The Future of Immunotherapy-Based Combination Therapy in Metastatic Renal Cell Carcinoma

Rohan Garje  1 Josiah An  1 Austin Greco  2 Raju Kumar Vaddepally  3 Yousef Zakharia  1
Affiliations
Review

The Future of Immunotherapy-Based Combination Therapy in Metastatic Renal Cell Carcinoma

Rohan Garje et al. Cancers (Basel). .

Abstract

In the past two decades, there has been a significant improvement in the understanding of the molecular pathogenesis of Renal Cell Carcinoma (RCC). These insights in the biological pathways have resulted in the development of multiple agents targeting vascular endothelial growth factor (VEGF), as well as inhibitors of the mammalian target of the rapamycin (mTOR) pathway.
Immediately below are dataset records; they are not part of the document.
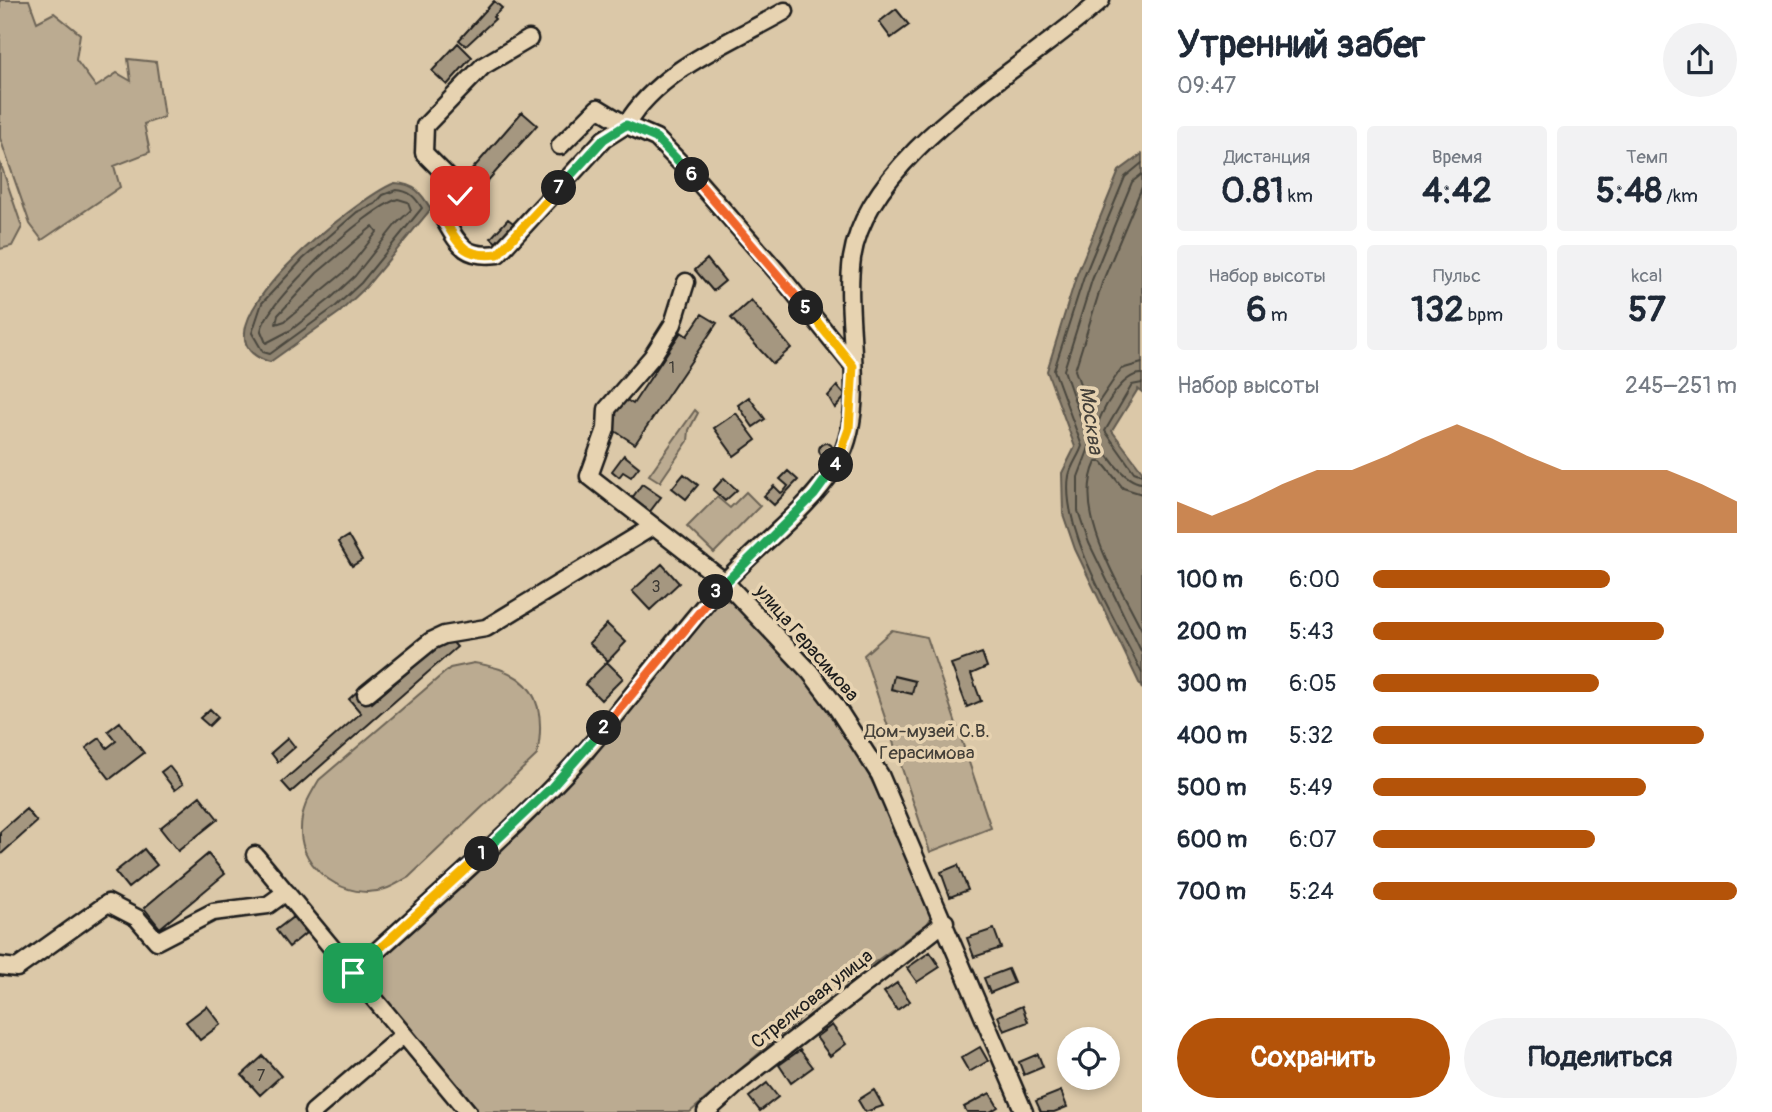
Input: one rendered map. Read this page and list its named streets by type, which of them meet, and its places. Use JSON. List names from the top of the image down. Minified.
{"streets":{"street":["улица Герасимова","Стрелковая улица"]},"crossings":[["улица Герасимова","Стрелковая улица"]],"water":["Москва"],"parks":["Дом-музей С.В. Герасимова"],"house_numbers":["1","3","7"],"page":{"heading":["Утренний забег","09:47"],"stats":[["Дистанция","0.81 km"],["Время","4:42"],["Темп","5:48 /km"],["Набор высоты","6 m"],["Пульс","132 bpm"],["kcal","57"]],"pins":["6","7","5","4","3","2","1"],"chart":["Набор высоты","245–251 m"],"list":[{"name":"100 m","note":"6:00"},{"name":"200 m","note":"5:43"},{"name":"300 m","note":"6:05"},{"name":"400 m","note":"5:32"},{"name":"500 m","note":"5:49"},{"name":"600 m","note":"6:07"},{"name":"700 m","note":"5:24"}],"buttons":["Сохранить","Поделиться"]}}
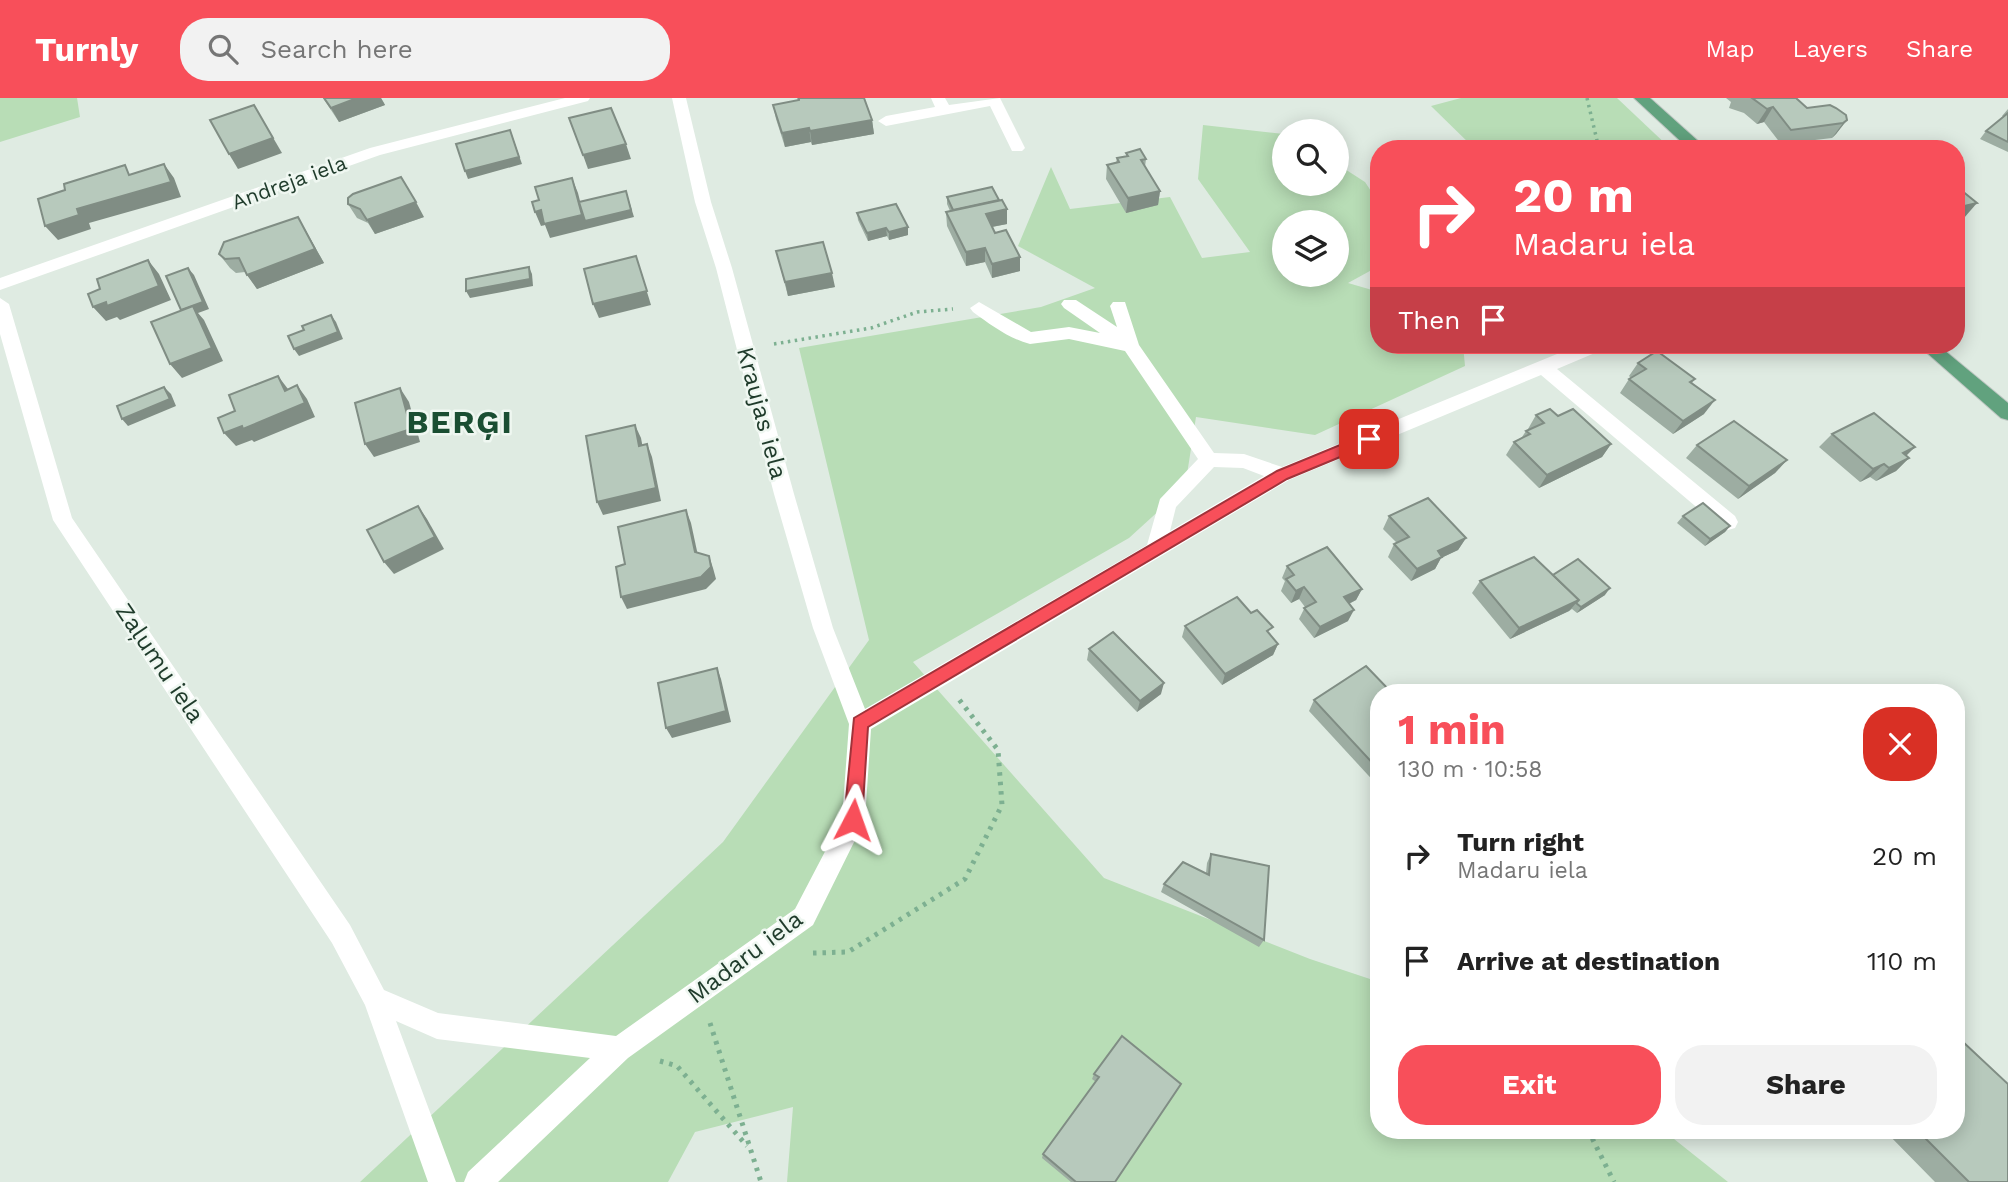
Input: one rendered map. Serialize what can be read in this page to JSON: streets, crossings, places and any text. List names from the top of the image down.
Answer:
{
  "streets": {
    "street": [
      "Andreja iela",
      "Kraujas iela",
      "Zaļumu iela",
      "Madaru iela"
    ]
  },
  "crossings": [
    ["Kraujas iela", "Madaru iela"]
  ],
  "districts": ["BERĢI"],
  "page": {
    "header": "Turnly",
    "search": "Search here",
    "nav": ["Map", "Layers", "Share"],
    "turn": ["20 m", "Madaru iela"],
    "then": "Then",
    "heading": ["1 min", "130 m · 10:58"],
    "list": [
      {
        "name": "Turn right",
        "note": "Madaru iela",
        "value": "20 m"
      },
      {
        "name": "Arrive at destination",
        "value": "110 m"
      }
    ],
    "buttons": ["Exit", "Share"]
  }
}
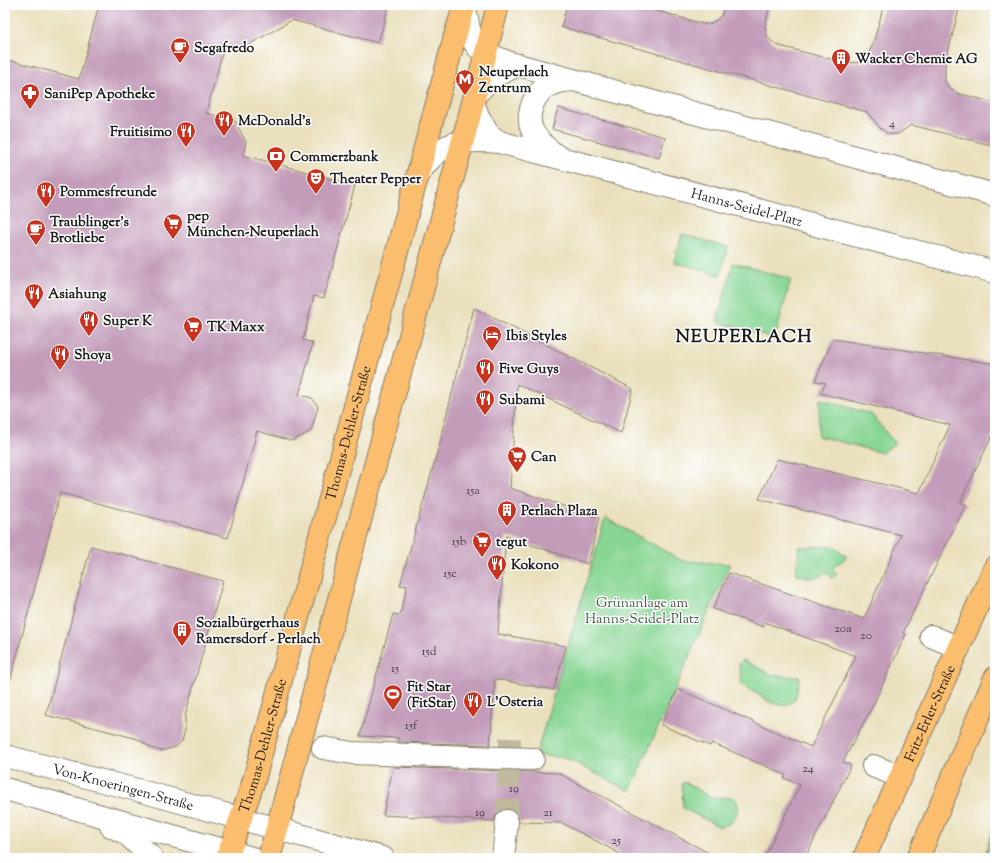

Most recently, checkpoint inhibitors were shown to have excellent clinical efficacy. Although the patients are living longer, durable complete responses are rarely seen. Historically, high dose interleukin 2 (IL2) therapy has produced durable complete responses in 5% to 8% highly selected patients-albeit with significant toxicity. A durable complete response is a surrogate for a long-term response in the modern era of targeted therapy and checkpoint immunotherapy. Numerous clinical trials are currently exploring the combination of immunotherapy with various targeted therapeutic agents to develop therapies with a higher complete response rate with acceptable toxicity. in this study, we provide a comprehensive review of multiple reported and ongoing clinical trials evaluating the combination of PD-1/PD-L1 inhibitors with either ipilimumab (a cytotoxic T-lymphocyte-associated protein 4, CTLA-4 inhibitor) or with anti-VEGF targeted therapy.

Keywords: VEGF inhibitors; checkpoint inhibitors; mTOR inhibitors; renal cell carcinoma.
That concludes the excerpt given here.